The evening of another day came softly down from the shadows of the mountains. But there was still enough light to pour through the window and illuminate the table of Mike Jarvin, where he worked patiently at his card packs. As the dimness increased, he thrice begged Soapy to light a lamp for him, but Soapy was as indifferent as a piece of stone, and Peter refused to interfere.
“Soapy works for me,” said Peter, “and that means he doesn’t have to serve other people, unless he wants to. That’s final, Jarvin. You’ve heard me say it before, for that matter.”
“Well,” Soapy said, “I’ll light his darn lamp for him. Maybe it’ll help him to keep the ghosts away.”
There was a half-angry and half-frightened snarl from Mr. Jarvin inside of the shack. But now as Soapy looked down the slope, he saw a rider approaching through the dusk—a rider who came out of the shadows and rapidly into his ken—and he knew that it was a stranger to the mine.
“And there’s two more coming behind. A woman and a man coming up the slope behind, Mister Hale. What might they be? Woman riding a mighty bright pinto boss.”

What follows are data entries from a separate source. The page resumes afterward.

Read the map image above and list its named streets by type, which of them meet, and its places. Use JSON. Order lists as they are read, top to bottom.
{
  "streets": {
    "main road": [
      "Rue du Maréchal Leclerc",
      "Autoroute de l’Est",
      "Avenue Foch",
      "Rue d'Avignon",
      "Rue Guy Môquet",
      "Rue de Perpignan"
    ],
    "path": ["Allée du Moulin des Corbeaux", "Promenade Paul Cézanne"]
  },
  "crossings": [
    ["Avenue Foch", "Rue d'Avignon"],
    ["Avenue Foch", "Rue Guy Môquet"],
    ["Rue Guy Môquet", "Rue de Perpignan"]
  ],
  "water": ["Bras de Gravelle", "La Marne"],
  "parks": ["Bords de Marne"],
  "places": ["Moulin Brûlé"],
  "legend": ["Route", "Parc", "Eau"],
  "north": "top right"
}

“A pinto horse!” echoed Peter, rising suddenly in the hammock. He gave the couple, who were winding up the road, a single startled glance, and
then heaved himself to his feet. But now he started again. For he saw the horseman who was drifting nearer. “Father!” cried Peter. “What in the name of wonder has brought you up here?”

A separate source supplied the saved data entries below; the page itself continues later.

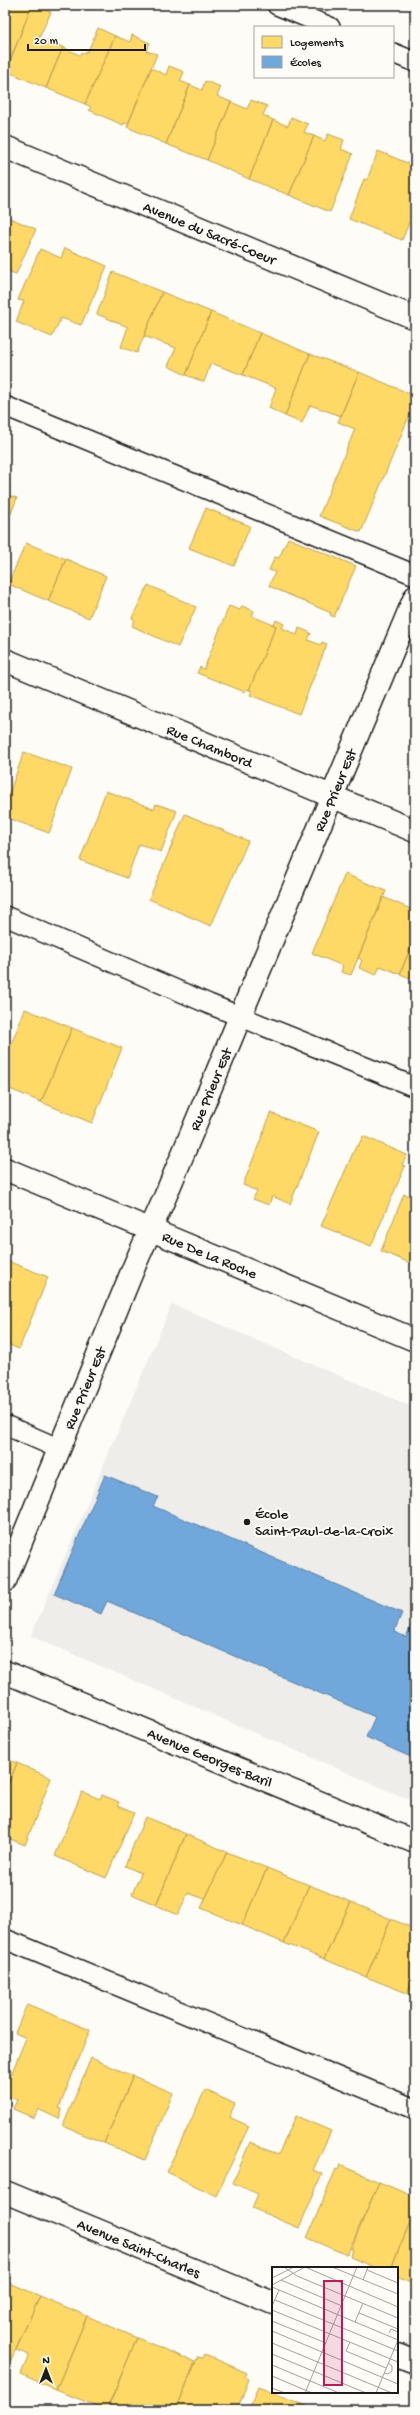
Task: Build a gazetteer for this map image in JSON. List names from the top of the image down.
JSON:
{
  "streets": {
    "street": [
      "Avenue du Sacré-Coeur",
      "Rue Chambord",
      "Rue Prieur Est",
      "Rue De La Roche",
      "Avenue Georges-Baril",
      "Avenue Saint-Charles"
    ]
  },
  "crossings": [
    ["Rue Chambord", "Rue Prieur Est"],
    ["Rue Prieur Est", "Rue De La Roche"]
  ],
  "places": ["École Saint-Paul-de-la-Croix"],
  "legend": ["Logements", "Écoles"],
  "scale_bar": "20 m",
  "north": "top"
}
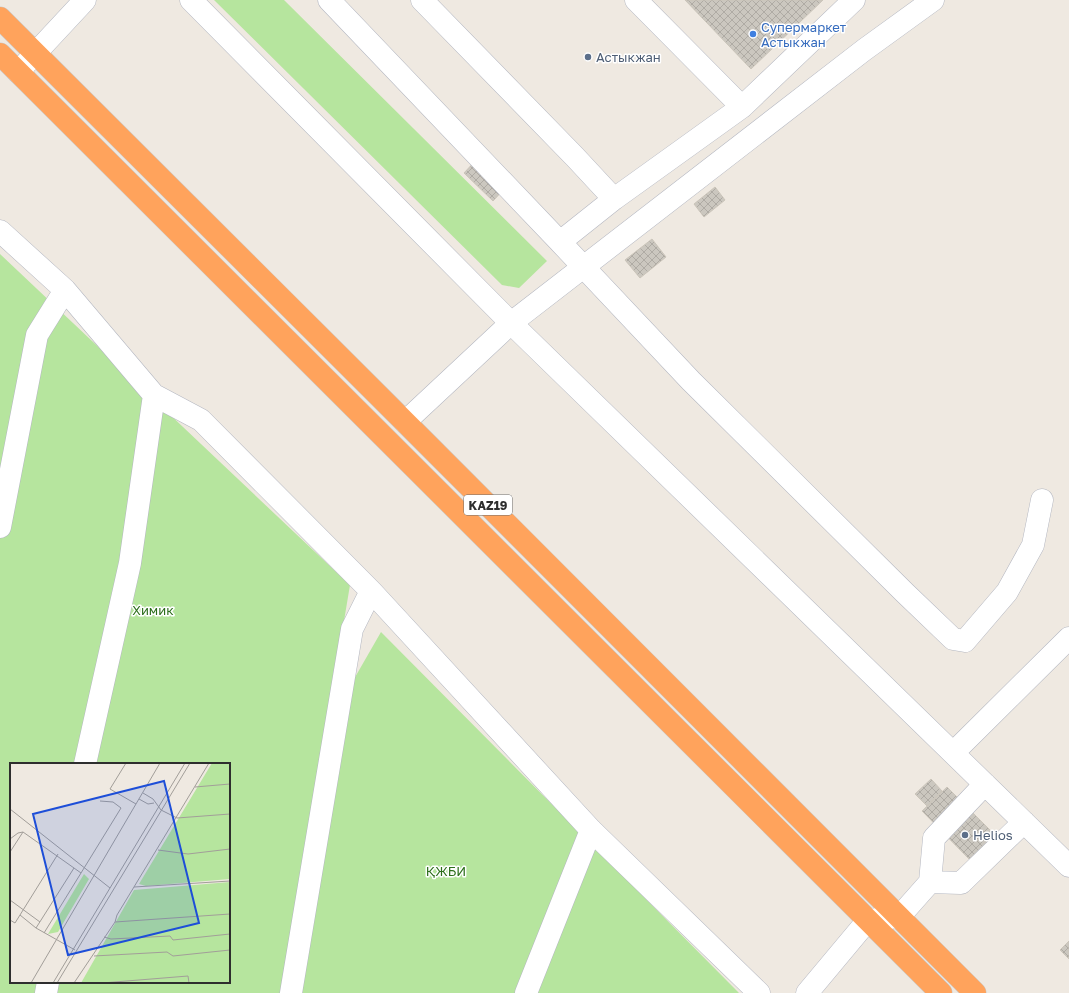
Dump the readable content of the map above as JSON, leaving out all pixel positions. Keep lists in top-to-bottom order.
{
  "streets": {
    "highway": ["KAZ19"]
  },
  "parks": ["Химик", "ҚЖБИ"],
  "places": ["Супермаркет Астыкжан", "Астыкжан", "Helios"]
}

“Why, Peter,” said the older man, waving his hand to him, “I’ve come up here to see how things was with you. There ain’t any harm in that, I guess?”
“No harm,” Peter stated in a somewhat stifled voice. “No harm at all.”
“But there’s somebody else coming up the road that might surprise you, Peter.”
“Tell me,” gasped the son. “It can’t be…it really can’t be that…?”
“It’s McNair and his girl,” Ross Hale said calmly. “I passed them on the trail a while back. I recognised them, but they didn’t recognize me. I guess I was cutting in from the side and looking back, with the light ag’in’ their faces. You’d best go meet them, Peter.”
Said Peter in a shaken voice: “Do you hear, Jarvin?”
“I hear,” growled Jarvin.
“Shall I go to meet them, or shall I stay here with you?”
“Let them be cursed. Well, I don’t want to hear that McNair talk. Got no use for me…nor me for him. You go meet them, and let McNair know that he ain’t welcome here. The fool had ought to know. And you might take your old man along with you.”
“I’ll wait right here,” Ross Hale said as quietly as before. “There ain’t any hurry about what I got to say to you.”
Peter was already starting away with Soapy behind him.
“Hey, leave Soapy here!” shouted Jarvin.
“Go back, Soapy,” said Peter. “Watch Jarvin for me.”
Soapy obediently swung around and strode on to the verandah.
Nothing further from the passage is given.